> **WORK TASK**
Print the records below once again, exactly as they were given.

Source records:
:::::
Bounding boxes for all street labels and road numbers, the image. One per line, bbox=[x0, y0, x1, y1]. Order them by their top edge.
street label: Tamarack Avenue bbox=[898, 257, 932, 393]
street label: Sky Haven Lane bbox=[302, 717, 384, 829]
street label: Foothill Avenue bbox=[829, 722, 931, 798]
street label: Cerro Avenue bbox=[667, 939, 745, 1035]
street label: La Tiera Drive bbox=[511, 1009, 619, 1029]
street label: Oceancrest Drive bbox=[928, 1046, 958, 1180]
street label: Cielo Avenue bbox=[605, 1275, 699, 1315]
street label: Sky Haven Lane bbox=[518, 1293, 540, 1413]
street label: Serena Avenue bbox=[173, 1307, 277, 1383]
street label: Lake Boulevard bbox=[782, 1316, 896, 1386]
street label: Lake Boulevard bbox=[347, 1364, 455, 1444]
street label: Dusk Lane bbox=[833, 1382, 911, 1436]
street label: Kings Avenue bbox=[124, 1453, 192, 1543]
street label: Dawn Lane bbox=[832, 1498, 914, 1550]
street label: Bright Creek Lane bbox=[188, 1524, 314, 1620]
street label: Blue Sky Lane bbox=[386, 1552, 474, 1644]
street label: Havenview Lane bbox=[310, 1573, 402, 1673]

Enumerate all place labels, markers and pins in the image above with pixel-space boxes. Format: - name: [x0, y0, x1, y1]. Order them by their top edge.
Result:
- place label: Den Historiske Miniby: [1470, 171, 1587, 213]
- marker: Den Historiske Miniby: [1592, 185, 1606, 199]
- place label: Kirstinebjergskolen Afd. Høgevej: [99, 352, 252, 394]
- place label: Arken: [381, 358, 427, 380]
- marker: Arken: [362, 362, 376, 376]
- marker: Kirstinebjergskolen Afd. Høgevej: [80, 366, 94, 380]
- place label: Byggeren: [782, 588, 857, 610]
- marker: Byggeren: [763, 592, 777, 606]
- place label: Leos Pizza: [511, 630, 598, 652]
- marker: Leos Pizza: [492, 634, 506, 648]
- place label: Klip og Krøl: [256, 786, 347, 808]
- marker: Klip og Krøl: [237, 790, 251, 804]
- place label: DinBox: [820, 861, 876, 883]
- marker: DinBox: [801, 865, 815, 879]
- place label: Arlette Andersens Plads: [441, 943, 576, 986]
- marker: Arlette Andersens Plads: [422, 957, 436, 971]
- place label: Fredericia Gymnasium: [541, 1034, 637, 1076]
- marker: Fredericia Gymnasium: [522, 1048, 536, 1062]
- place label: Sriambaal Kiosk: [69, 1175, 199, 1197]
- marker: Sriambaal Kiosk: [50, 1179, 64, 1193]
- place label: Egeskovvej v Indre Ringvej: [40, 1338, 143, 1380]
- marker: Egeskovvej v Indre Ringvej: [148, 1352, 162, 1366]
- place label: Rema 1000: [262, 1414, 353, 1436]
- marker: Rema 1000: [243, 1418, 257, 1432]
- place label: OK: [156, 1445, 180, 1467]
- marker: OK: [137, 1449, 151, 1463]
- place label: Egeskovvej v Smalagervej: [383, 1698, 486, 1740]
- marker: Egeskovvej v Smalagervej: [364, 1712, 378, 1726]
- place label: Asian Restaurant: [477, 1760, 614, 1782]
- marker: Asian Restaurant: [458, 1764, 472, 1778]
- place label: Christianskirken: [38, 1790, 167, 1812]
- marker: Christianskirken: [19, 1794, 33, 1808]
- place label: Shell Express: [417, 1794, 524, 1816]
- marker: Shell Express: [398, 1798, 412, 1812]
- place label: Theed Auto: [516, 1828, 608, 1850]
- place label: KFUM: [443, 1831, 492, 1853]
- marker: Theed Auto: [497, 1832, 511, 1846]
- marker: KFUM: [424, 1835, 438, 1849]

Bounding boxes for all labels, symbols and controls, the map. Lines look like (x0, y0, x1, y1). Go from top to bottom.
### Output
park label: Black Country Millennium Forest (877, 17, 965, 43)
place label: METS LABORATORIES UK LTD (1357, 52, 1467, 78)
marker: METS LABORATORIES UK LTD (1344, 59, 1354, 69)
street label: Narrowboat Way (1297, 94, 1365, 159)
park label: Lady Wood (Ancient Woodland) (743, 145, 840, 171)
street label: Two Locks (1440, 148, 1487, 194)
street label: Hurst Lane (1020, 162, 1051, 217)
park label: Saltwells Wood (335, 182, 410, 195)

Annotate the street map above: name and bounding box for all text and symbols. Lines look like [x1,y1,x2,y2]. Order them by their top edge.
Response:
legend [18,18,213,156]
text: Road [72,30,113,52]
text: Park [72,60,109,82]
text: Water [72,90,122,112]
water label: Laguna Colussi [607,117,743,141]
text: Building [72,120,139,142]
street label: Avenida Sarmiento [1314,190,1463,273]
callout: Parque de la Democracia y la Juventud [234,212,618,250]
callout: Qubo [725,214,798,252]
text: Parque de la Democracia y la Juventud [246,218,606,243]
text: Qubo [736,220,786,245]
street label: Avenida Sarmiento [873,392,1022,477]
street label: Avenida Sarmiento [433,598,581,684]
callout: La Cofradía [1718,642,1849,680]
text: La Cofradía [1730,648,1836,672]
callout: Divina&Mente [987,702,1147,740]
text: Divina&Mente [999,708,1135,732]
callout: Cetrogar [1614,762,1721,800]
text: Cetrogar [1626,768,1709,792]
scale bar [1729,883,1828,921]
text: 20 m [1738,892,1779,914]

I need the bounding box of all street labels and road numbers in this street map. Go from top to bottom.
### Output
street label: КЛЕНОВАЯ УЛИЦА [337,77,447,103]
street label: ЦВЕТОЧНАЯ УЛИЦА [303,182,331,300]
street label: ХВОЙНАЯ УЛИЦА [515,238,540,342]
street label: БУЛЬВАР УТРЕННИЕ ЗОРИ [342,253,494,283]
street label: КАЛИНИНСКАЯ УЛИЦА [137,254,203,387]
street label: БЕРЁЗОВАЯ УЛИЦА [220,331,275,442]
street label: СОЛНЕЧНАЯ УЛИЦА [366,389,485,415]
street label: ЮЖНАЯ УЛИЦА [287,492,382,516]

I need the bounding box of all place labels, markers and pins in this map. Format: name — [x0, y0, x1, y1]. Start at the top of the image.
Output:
:::::
> **RESPONSE**
Bounding boxes for all street labels and road numbers, the image. One per line, bbox=[x0, y0, x1, y1]. Order them by their top edge.
street label: Tamarack Avenue bbox=[898, 257, 932, 393]
street label: Sky Haven Lane bbox=[302, 717, 384, 829]
street label: Foothill Avenue bbox=[829, 722, 931, 798]
street label: Cerro Avenue bbox=[667, 939, 745, 1035]
street label: La Tiera Drive bbox=[511, 1009, 619, 1029]
street label: Oceancrest Drive bbox=[928, 1046, 958, 1180]
street label: Cielo Avenue bbox=[605, 1275, 699, 1315]
street label: Sky Haven Lane bbox=[518, 1293, 540, 1413]
street label: Serena Avenue bbox=[173, 1307, 277, 1383]
street label: Lake Boulevard bbox=[782, 1316, 896, 1386]
street label: Lake Boulevard bbox=[347, 1364, 455, 1444]
street label: Dusk Lane bbox=[833, 1382, 911, 1436]
street label: Kings Avenue bbox=[124, 1453, 192, 1543]
street label: Dawn Lane bbox=[832, 1498, 914, 1550]
street label: Bright Creek Lane bbox=[188, 1524, 314, 1620]
street label: Blue Sky Lane bbox=[386, 1552, 474, 1644]
street label: Havenview Lane bbox=[310, 1573, 402, 1673]

Enumerate all place labels, markers and pins in the image above with pixel-space boxes. Format: - name: [x0, y0, x1, y1]. Order them by their top edge.
Result:
- place label: Den Historiske Miniby: [1470, 171, 1587, 213]
- marker: Den Historiske Miniby: [1592, 185, 1606, 199]
- place label: Kirstinebjergskolen Afd. Høgevej: [99, 352, 252, 394]
- place label: Arken: [381, 358, 427, 380]
- marker: Arken: [362, 362, 376, 376]
- marker: Kirstinebjergskolen Afd. Høgevej: [80, 366, 94, 380]
- place label: Byggeren: [782, 588, 857, 610]
- marker: Byggeren: [763, 592, 777, 606]
- place label: Leos Pizza: [511, 630, 598, 652]
- marker: Leos Pizza: [492, 634, 506, 648]
- place label: Klip og Krøl: [256, 786, 347, 808]
- marker: Klip og Krøl: [237, 790, 251, 804]
- place label: DinBox: [820, 861, 876, 883]
- marker: DinBox: [801, 865, 815, 879]
- place label: Arlette Andersens Plads: [441, 943, 576, 986]
- marker: Arlette Andersens Plads: [422, 957, 436, 971]
- place label: Fredericia Gymnasium: [541, 1034, 637, 1076]
- marker: Fredericia Gymnasium: [522, 1048, 536, 1062]
- place label: Sriambaal Kiosk: [69, 1175, 199, 1197]
- marker: Sriambaal Kiosk: [50, 1179, 64, 1193]
- place label: Egeskovvej v Indre Ringvej: [40, 1338, 143, 1380]
- marker: Egeskovvej v Indre Ringvej: [148, 1352, 162, 1366]
- place label: Rema 1000: [262, 1414, 353, 1436]
- marker: Rema 1000: [243, 1418, 257, 1432]
- place label: OK: [156, 1445, 180, 1467]
- marker: OK: [137, 1449, 151, 1463]
- place label: Egeskovvej v Smalagervej: [383, 1698, 486, 1740]
- marker: Egeskovvej v Smalagervej: [364, 1712, 378, 1726]
- place label: Asian Restaurant: [477, 1760, 614, 1782]
- marker: Asian Restaurant: [458, 1764, 472, 1778]
- place label: Christianskirken: [38, 1790, 167, 1812]
- marker: Christianskirken: [19, 1794, 33, 1808]
- place label: Shell Express: [417, 1794, 524, 1816]
- marker: Shell Express: [398, 1798, 412, 1812]
- place label: Theed Auto: [516, 1828, 608, 1850]
- place label: KFUM: [443, 1831, 492, 1853]
- marker: Theed Auto: [497, 1832, 511, 1846]
- marker: KFUM: [424, 1835, 438, 1849]

Bounding boxes for all labels, symbols and controls, the map. Lines look like (x0, y0, x1, y1). Go from top to bottom.
### Output
park label: Black Country Millennium Forest (877, 17, 965, 43)
place label: METS LABORATORIES UK LTD (1357, 52, 1467, 78)
marker: METS LABORATORIES UK LTD (1344, 59, 1354, 69)
street label: Narrowboat Way (1297, 94, 1365, 159)
park label: Lady Wood (Ancient Woodland) (743, 145, 840, 171)
street label: Two Locks (1440, 148, 1487, 194)
street label: Hurst Lane (1020, 162, 1051, 217)
park label: Saltwells Wood (335, 182, 410, 195)

Annotate the street map above: name and bounding box for all text and symbols. Lines look like [x1,y1,x2,y2]. Order them by their top edge.
Response:
legend [18,18,213,156]
text: Road [72,30,113,52]
text: Park [72,60,109,82]
text: Water [72,90,122,112]
water label: Laguna Colussi [607,117,743,141]
text: Building [72,120,139,142]
street label: Avenida Sarmiento [1314,190,1463,273]
callout: Parque de la Democracia y la Juventud [234,212,618,250]
callout: Qubo [725,214,798,252]
text: Parque de la Democracia y la Juventud [246,218,606,243]
text: Qubo [736,220,786,245]
street label: Avenida Sarmiento [873,392,1022,477]
street label: Avenida Sarmiento [433,598,581,684]
callout: La Cofradía [1718,642,1849,680]
text: La Cofradía [1730,648,1836,672]
callout: Divina&Mente [987,702,1147,740]
text: Divina&Mente [999,708,1135,732]
callout: Cetrogar [1614,762,1721,800]
text: Cetrogar [1626,768,1709,792]
scale bar [1729,883,1828,921]
text: 20 m [1738,892,1779,914]

I need the bounding box of all street labels and road numbers in this street map. Go from top to bottom.
### Output
street label: КЛЕНОВАЯ УЛИЦА [337,77,447,103]
street label: ЦВЕТОЧНАЯ УЛИЦА [303,182,331,300]
street label: ХВОЙНАЯ УЛИЦА [515,238,540,342]
street label: БУЛЬВАР УТРЕННИЕ ЗОРИ [342,253,494,283]
street label: КАЛИНИНСКАЯ УЛИЦА [137,254,203,387]
street label: БЕРЁЗОВАЯ УЛИЦА [220,331,275,442]
street label: СОЛНЕЧНАЯ УЛИЦА [366,389,485,415]
street label: ЮЖНАЯ УЛИЦА [287,492,382,516]

I need the bounding box of all place labels, markers and pins in this map. Format: name — [x0, y0, x1, y1]. Start at the top of the image.
Output:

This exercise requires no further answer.